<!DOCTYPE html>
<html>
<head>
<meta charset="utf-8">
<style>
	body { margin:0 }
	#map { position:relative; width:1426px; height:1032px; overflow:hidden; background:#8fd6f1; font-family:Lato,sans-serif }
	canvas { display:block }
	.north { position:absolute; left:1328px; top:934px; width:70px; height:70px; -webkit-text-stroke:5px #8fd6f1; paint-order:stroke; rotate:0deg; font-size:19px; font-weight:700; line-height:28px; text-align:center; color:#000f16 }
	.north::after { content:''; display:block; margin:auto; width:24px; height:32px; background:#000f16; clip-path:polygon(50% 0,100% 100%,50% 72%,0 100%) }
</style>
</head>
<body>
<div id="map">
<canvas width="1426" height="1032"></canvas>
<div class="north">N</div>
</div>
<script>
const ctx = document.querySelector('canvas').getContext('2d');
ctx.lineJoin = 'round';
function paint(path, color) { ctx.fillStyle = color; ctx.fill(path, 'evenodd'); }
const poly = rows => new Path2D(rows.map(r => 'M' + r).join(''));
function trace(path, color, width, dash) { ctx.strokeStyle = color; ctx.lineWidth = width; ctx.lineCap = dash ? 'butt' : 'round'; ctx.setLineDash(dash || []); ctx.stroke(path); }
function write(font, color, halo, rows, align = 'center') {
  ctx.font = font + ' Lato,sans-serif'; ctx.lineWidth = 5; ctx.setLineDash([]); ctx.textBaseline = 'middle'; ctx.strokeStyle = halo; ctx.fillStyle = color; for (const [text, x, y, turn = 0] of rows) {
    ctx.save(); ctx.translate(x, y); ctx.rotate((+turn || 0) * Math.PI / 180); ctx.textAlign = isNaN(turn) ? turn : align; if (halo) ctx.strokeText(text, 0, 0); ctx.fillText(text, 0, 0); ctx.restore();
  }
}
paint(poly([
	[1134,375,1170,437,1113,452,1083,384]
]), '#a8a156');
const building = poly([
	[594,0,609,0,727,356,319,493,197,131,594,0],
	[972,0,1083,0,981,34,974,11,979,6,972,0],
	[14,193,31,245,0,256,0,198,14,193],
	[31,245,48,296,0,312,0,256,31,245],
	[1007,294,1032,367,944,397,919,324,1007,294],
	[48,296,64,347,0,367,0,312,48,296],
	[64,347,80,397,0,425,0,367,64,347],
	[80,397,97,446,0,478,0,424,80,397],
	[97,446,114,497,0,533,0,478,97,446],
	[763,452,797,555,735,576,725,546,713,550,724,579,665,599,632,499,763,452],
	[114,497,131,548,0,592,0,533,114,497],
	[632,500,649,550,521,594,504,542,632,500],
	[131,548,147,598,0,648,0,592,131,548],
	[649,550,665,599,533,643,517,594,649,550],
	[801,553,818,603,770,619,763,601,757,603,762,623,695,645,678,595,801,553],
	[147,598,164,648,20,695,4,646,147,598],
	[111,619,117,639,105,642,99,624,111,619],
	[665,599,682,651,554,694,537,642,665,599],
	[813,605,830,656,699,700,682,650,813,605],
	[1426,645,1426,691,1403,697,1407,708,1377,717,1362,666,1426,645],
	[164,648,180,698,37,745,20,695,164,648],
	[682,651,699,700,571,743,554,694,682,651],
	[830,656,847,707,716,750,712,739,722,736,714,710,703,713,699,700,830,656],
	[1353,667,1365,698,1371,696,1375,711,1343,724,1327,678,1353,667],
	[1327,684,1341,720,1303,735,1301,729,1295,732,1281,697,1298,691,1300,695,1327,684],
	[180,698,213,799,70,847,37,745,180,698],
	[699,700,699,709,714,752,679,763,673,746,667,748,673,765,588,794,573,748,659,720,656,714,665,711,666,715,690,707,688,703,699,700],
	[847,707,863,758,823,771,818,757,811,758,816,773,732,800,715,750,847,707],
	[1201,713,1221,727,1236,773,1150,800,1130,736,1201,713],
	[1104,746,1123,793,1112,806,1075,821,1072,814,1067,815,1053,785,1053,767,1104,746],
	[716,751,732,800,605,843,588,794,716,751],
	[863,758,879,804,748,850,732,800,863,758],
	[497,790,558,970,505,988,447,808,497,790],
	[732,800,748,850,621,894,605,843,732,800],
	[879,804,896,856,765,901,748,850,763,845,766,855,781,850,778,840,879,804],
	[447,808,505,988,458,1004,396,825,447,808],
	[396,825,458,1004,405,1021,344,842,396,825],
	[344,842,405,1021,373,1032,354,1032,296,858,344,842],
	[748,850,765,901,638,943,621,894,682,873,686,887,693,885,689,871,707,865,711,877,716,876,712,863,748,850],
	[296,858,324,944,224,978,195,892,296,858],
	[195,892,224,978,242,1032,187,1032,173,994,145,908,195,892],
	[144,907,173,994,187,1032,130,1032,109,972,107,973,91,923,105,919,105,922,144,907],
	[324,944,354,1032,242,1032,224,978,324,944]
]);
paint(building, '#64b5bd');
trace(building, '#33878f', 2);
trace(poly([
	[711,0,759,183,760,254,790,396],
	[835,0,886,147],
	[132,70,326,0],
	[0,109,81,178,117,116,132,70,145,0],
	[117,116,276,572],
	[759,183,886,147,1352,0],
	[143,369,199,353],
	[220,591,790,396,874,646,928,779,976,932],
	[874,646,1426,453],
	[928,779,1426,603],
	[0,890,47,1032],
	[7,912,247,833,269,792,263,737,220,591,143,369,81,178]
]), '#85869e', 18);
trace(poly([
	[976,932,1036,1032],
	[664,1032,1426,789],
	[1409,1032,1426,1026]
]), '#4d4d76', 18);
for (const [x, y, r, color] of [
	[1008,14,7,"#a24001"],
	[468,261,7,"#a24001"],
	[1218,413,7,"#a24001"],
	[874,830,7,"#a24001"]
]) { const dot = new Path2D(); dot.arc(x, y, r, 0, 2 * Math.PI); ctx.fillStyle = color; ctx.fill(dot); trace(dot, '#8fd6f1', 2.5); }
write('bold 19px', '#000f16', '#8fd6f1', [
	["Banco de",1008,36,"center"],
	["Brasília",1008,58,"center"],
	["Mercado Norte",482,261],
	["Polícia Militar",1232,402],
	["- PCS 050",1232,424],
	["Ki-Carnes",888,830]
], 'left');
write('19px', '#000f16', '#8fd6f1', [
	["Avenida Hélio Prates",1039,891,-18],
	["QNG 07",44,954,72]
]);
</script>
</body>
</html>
----------
Lines containing the word "turn": copy each of them from the material.

  ctx.font = font + ' Lato,sans-serif'; ctx.lineWidth = 5; ctx.setLineDash([]); ctx.textBaseline = 'middle'; ctx.strokeStyle = halo; ctx.fillStyle = color; for (const [text, x, y, turn = 0] of rows) {
    ctx.save(); ctx.translate(x, y); ctx.rotate((+turn || 0) * Math.PI / 180); ctx.textAlign = isNaN(turn) ? turn : align; if (halo) ctx.strokeText(text, 0, 0); ctx.fillText(text, 0, 0); ctx.restore();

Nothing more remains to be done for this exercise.